Liquidity is the ability to meet current and future obligations through liquidation or maturity of existing assets or the acquisition of additional liabilities. The Company manages both assets and liabilities to achieve appropriate levels of liquidity. Cash and federal funds sold are the Company’s primary sources of asset liquidity. These funds provide a cushion against short-term fluctuations in cash flow from both deposits and loans. The investment securities portfolio is the Company’s principal source of secondary asset liquidity. However, the availability of this source of funds is influenced by market conditions. Individual and commercial deposits are the Company’s primary source of funds for credit activities. Although not historically used as principal sources of liquidity, secured federal funds purchased from correspondent banks and advances from the FHLB are other options that may be available to management. Management believes that the Company’s liquidity sources will enable it to successfully meet its long-term operating needs.

The Bank has unused availability at the FHLB of $52.3 million and an unsecured line of credit with a correspondent bank available for overnight borrowing totaling $9.0 million; however, the Bank’s greatest source of liquidity resides in its unpledged securities portfolio. The book and market values of unpledged securities available-for-sale totaled $66.0 million and $64.0 million, respectively, at December 31, 2016. This source of liquidity may be adversely impacted by changing market conditions, reduced access to borrowing lines, or increased collateral pledge requirements imposed by lenders. The Bank has implemented a plan to address these risks and strengthen its liquidity position. To accomplish the goals of this liquidity plan, the Bank will maintain cash liquidity at a minimum of 4% of total outstanding deposits and borrowings. In addition to cash liquidity, the Bank will also maintain a minimum of 15% off balance sheet liquidity. These objectives have been established by extensive contingency funding stress testing and analytics that indicate these target minimum levels of liquidity to be appropriate and prudent.

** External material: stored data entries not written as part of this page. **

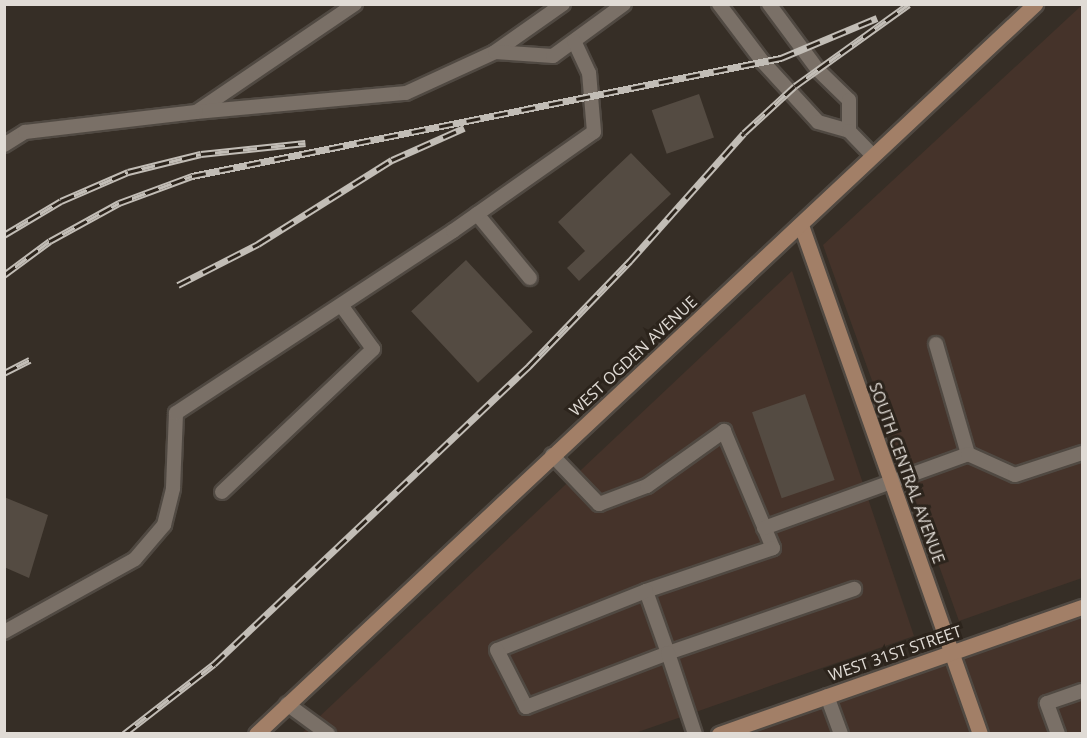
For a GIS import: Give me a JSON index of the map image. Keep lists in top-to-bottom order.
{
  "streets": {
    "main road": ["WEST OGDEN AVENUE", "SOUTH CENTRAL AVENUE", "WEST 31ST STREET"]
  },
  "crossings": [
    ["WEST OGDEN AVENUE", "SOUTH CENTRAL AVENUE"],
    ["SOUTH CENTRAL AVENUE", "WEST 31ST STREET"]
  ]
}
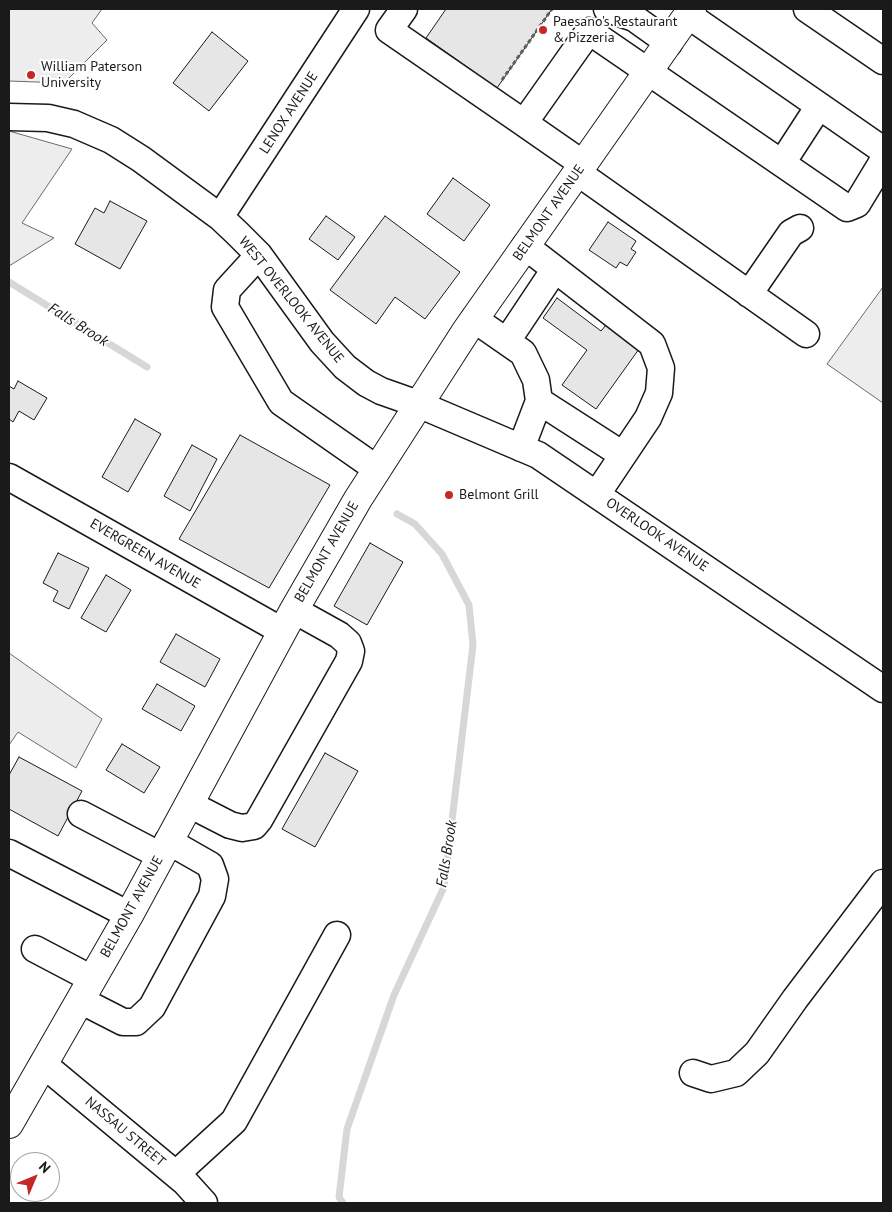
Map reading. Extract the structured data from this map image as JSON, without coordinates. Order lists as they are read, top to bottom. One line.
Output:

Comprehensive weekly and quarterly liquidity analyses serve management as vital decision-making tools by providing summaries of anticipated changes in loans, investments, core deposits, and wholesale funds. These internal funding reports provide management with the details critical to anticipate immediate and long-term cash requirements, such as expected deposit runoff, loan and securities paydowns and maturities. These liquidity analyses act as a cash forecasting tool and are subject to certain assumptions based on past market and customer trends. Through consideration of the information provided in these reports, management is better able to effectively monitor the Bank’s liquidity position.

To better manage our liquidity position, management also stress tests our liquidity position on a semi-annual basis under two scenarios: short-term crisis and a longer-term crisis. In the short term crisis, we would be cut off from our normal funding along with the market in general. In this scenario, the Bank would replenish our funding through the most likely sources of funding that would exist in the order of price efficiency. In the longer term crisis, we may be cut off from several of our normal sources of funding as our Bank’s financial situation deteriorated. In such a case, we may not be able to utilize our federal funds borrowing lines or renew any brokered CDs that became due, without FDIC approval, but would be allowed to utilize our unpledged securities to raise funds in the reverse repurchase market or borrow from the FHLB. On a quarterly basis, management monitors the market value of our securities portfolio to ensure its ability to be pledged if liquidity needs should arise.

We believe our liquidity sources are adequate to meet our needs for at least the next 12 months.

42
 

IMPACT OF OFF-BALANCE SHEET INSTRUMENTS

The Company is a party to financial instruments with off-balance sheet risk in the normal course of business to meet the financing needs of its customers. These financial instruments consist of commitments to extend credit and standby letters of credit. Commitments to extend credit are legally binding agreements to lend to a customer at predetermined interest rates as long as there is no violation of any condition established in the contract. Commitments generally have fixed expiration dates or other termination clauses and may require payment of a fee. A commitment involves, to varying degrees, elements of credit and interest rate risk in excess of the amount recognized in the balance sheets. The Company’s exposure to credit loss in the event of nonperformance by the other party to the instrument is represented by the contractual notional amount of the instrument. Since certain commitments are expected to expire without being drawn upon, the total commitment amounts do not necessarily represent future cash requirements. Letters of credit are conditional commitments issued to guarantee a customer’s performance to a third party and have essentially the same credit risk as other lending facilities. Standby letters of credit often expire without being used. Management believes that through various sources of liquidity, the Company has the necessary resources to meet obligations arising from these financial instruments.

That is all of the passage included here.